Stored items
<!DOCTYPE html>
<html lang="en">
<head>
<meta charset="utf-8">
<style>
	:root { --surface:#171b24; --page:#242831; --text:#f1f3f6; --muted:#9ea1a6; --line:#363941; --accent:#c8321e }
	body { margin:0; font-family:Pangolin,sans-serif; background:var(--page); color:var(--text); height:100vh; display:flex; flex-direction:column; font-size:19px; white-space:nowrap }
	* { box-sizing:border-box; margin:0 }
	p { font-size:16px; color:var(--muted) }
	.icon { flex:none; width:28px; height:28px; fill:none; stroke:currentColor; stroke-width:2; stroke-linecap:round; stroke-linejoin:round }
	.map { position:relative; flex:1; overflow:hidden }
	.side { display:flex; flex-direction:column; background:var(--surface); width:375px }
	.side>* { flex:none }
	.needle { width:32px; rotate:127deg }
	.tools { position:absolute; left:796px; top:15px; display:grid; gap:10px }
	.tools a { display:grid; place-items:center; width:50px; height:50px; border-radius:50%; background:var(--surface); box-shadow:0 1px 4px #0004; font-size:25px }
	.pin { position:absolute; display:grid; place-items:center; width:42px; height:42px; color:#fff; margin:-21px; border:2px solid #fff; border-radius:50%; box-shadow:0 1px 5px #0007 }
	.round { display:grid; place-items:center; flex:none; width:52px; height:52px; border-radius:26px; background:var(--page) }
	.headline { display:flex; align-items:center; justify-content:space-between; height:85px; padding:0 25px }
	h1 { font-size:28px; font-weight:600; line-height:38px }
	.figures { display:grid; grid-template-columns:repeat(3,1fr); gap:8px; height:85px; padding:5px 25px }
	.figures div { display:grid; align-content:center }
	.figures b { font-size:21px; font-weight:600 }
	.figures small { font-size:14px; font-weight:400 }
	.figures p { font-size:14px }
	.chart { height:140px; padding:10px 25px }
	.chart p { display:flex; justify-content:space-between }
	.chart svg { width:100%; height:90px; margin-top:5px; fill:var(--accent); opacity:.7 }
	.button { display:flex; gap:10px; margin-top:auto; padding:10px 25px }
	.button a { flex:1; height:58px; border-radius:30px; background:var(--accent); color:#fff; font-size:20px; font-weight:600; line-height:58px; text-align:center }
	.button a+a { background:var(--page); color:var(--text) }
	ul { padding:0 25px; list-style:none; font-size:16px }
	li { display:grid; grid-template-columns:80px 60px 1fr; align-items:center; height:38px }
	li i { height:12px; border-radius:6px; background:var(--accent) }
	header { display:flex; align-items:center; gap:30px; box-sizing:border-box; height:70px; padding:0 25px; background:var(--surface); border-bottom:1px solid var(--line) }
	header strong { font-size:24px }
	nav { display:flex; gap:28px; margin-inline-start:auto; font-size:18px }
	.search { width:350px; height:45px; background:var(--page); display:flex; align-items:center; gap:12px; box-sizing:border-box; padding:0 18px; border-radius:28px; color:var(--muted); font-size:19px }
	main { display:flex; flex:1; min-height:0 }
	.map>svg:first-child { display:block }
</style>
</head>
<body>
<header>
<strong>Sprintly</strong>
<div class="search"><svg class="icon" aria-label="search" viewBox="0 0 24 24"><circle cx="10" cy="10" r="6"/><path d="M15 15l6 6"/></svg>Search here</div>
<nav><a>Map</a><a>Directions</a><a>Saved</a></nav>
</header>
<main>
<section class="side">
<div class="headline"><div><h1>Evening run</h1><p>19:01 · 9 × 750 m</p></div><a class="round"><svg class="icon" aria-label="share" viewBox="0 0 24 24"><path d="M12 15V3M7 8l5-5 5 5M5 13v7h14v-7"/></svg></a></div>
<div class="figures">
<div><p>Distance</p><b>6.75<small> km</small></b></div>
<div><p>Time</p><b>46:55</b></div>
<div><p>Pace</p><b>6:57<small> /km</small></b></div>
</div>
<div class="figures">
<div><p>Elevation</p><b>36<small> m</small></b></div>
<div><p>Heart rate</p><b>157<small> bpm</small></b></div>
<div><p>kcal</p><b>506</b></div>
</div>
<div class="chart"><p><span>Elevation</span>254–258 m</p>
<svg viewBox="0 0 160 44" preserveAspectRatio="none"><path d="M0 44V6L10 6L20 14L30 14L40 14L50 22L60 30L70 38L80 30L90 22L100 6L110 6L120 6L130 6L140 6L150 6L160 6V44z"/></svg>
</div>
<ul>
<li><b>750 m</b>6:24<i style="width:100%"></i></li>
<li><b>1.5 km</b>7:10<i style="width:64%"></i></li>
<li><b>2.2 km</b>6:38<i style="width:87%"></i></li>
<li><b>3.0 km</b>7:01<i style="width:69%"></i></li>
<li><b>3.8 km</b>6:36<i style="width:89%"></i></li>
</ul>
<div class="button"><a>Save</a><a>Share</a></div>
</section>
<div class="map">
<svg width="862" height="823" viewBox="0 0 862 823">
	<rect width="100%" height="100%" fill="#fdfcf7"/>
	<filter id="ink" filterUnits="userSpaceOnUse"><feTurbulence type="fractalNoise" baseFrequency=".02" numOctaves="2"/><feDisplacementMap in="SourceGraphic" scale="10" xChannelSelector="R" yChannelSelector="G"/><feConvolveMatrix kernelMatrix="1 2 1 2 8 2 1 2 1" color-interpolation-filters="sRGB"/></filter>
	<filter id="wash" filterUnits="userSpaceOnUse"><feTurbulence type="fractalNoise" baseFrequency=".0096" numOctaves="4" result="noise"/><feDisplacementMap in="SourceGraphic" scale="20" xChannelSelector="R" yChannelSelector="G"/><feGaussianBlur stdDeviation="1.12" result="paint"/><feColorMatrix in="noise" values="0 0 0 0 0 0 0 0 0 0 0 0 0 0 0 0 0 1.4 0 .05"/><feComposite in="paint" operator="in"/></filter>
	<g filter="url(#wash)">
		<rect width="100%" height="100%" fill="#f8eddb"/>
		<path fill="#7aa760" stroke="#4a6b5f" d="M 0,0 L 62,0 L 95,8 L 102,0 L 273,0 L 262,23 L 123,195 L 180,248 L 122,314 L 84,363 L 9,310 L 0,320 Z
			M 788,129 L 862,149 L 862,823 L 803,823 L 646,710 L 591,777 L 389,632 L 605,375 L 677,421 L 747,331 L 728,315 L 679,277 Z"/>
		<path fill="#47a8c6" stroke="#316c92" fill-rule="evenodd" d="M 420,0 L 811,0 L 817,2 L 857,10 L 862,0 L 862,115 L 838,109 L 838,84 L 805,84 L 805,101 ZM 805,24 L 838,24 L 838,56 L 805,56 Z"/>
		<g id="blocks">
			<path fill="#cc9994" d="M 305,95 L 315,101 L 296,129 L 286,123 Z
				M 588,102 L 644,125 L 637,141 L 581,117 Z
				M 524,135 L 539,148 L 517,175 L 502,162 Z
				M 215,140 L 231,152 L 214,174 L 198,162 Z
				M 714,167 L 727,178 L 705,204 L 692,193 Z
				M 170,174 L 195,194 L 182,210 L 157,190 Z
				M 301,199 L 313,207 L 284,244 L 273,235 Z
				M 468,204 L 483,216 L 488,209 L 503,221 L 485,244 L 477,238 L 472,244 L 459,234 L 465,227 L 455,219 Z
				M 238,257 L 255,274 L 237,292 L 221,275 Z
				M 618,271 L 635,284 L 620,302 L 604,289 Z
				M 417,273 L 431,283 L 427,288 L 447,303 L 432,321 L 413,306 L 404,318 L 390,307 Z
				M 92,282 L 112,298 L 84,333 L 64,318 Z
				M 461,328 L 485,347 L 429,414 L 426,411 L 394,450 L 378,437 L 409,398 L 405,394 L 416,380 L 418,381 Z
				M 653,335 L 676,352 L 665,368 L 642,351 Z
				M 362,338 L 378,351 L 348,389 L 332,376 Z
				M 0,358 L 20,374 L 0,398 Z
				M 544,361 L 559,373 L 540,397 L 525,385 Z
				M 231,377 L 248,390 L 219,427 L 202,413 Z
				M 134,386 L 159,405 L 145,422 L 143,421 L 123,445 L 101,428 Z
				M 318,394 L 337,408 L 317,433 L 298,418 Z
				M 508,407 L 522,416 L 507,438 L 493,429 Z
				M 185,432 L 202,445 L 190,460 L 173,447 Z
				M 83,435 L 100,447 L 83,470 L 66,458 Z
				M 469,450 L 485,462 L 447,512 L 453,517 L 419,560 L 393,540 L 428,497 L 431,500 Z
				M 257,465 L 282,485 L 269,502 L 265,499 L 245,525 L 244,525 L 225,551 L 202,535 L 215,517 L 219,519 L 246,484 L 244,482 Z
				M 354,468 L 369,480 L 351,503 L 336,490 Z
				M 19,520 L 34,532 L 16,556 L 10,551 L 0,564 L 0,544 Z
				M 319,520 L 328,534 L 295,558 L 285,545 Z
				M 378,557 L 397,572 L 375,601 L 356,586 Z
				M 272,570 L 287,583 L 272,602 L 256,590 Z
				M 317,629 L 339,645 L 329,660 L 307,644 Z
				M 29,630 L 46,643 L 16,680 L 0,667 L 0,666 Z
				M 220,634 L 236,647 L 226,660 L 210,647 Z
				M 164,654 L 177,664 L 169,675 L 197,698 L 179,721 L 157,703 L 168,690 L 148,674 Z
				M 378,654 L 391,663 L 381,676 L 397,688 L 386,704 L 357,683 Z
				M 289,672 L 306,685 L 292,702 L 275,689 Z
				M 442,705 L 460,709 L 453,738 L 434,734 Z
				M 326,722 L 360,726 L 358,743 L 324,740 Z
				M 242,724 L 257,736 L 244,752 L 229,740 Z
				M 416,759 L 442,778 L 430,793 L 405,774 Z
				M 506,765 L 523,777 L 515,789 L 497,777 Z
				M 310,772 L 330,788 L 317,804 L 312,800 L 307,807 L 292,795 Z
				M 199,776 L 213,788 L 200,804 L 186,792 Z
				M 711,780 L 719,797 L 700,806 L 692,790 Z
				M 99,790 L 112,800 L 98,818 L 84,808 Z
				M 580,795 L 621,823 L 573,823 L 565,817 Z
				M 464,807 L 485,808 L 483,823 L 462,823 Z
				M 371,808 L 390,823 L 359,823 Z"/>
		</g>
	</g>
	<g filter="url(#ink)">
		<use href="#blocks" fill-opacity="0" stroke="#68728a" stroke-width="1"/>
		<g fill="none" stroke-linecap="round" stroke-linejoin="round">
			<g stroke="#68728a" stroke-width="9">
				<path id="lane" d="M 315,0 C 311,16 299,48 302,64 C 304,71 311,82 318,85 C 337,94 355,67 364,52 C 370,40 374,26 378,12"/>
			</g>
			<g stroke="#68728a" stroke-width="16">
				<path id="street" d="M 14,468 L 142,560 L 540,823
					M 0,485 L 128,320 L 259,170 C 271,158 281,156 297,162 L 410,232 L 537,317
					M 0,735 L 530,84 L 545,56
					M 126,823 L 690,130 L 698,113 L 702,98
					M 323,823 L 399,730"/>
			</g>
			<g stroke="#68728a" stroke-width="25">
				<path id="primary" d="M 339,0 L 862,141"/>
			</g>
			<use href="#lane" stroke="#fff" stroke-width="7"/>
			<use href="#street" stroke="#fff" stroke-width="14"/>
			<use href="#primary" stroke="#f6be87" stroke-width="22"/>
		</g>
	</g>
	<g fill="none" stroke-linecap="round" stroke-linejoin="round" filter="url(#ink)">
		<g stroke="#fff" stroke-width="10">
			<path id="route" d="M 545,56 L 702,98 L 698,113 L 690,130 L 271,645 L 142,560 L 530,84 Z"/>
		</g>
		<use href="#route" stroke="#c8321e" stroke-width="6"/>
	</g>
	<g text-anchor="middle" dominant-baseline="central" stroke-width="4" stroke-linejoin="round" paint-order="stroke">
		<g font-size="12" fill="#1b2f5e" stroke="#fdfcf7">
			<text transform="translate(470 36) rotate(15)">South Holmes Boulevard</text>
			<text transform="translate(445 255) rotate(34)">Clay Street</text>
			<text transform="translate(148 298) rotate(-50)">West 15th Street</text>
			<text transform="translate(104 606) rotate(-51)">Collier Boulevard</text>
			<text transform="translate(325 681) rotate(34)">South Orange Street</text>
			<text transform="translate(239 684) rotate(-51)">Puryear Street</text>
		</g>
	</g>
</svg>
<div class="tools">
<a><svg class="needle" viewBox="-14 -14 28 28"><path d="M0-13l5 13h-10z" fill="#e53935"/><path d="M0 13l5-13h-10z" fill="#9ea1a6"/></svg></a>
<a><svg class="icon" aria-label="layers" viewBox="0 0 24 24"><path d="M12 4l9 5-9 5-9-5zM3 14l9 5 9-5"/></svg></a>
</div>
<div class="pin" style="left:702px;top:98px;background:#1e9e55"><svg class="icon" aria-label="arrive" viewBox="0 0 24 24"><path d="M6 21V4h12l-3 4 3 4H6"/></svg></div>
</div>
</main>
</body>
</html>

*GOAL OF THE EXERCISE:* All the lines that hold the word "absolute" must appear in the answer, copied from the records.

*FINISHED TASK:*
	.tools { position:absolute; left:796px; top:15px; display:grid; gap:10px }
	.pin { position:absolute; display:grid; place-items:center; width:42px; height:42px; color:#fff; margin:-21px; border:2px solid #fff; border-radius:50%; box-shadow:0 1px 5px #0007 }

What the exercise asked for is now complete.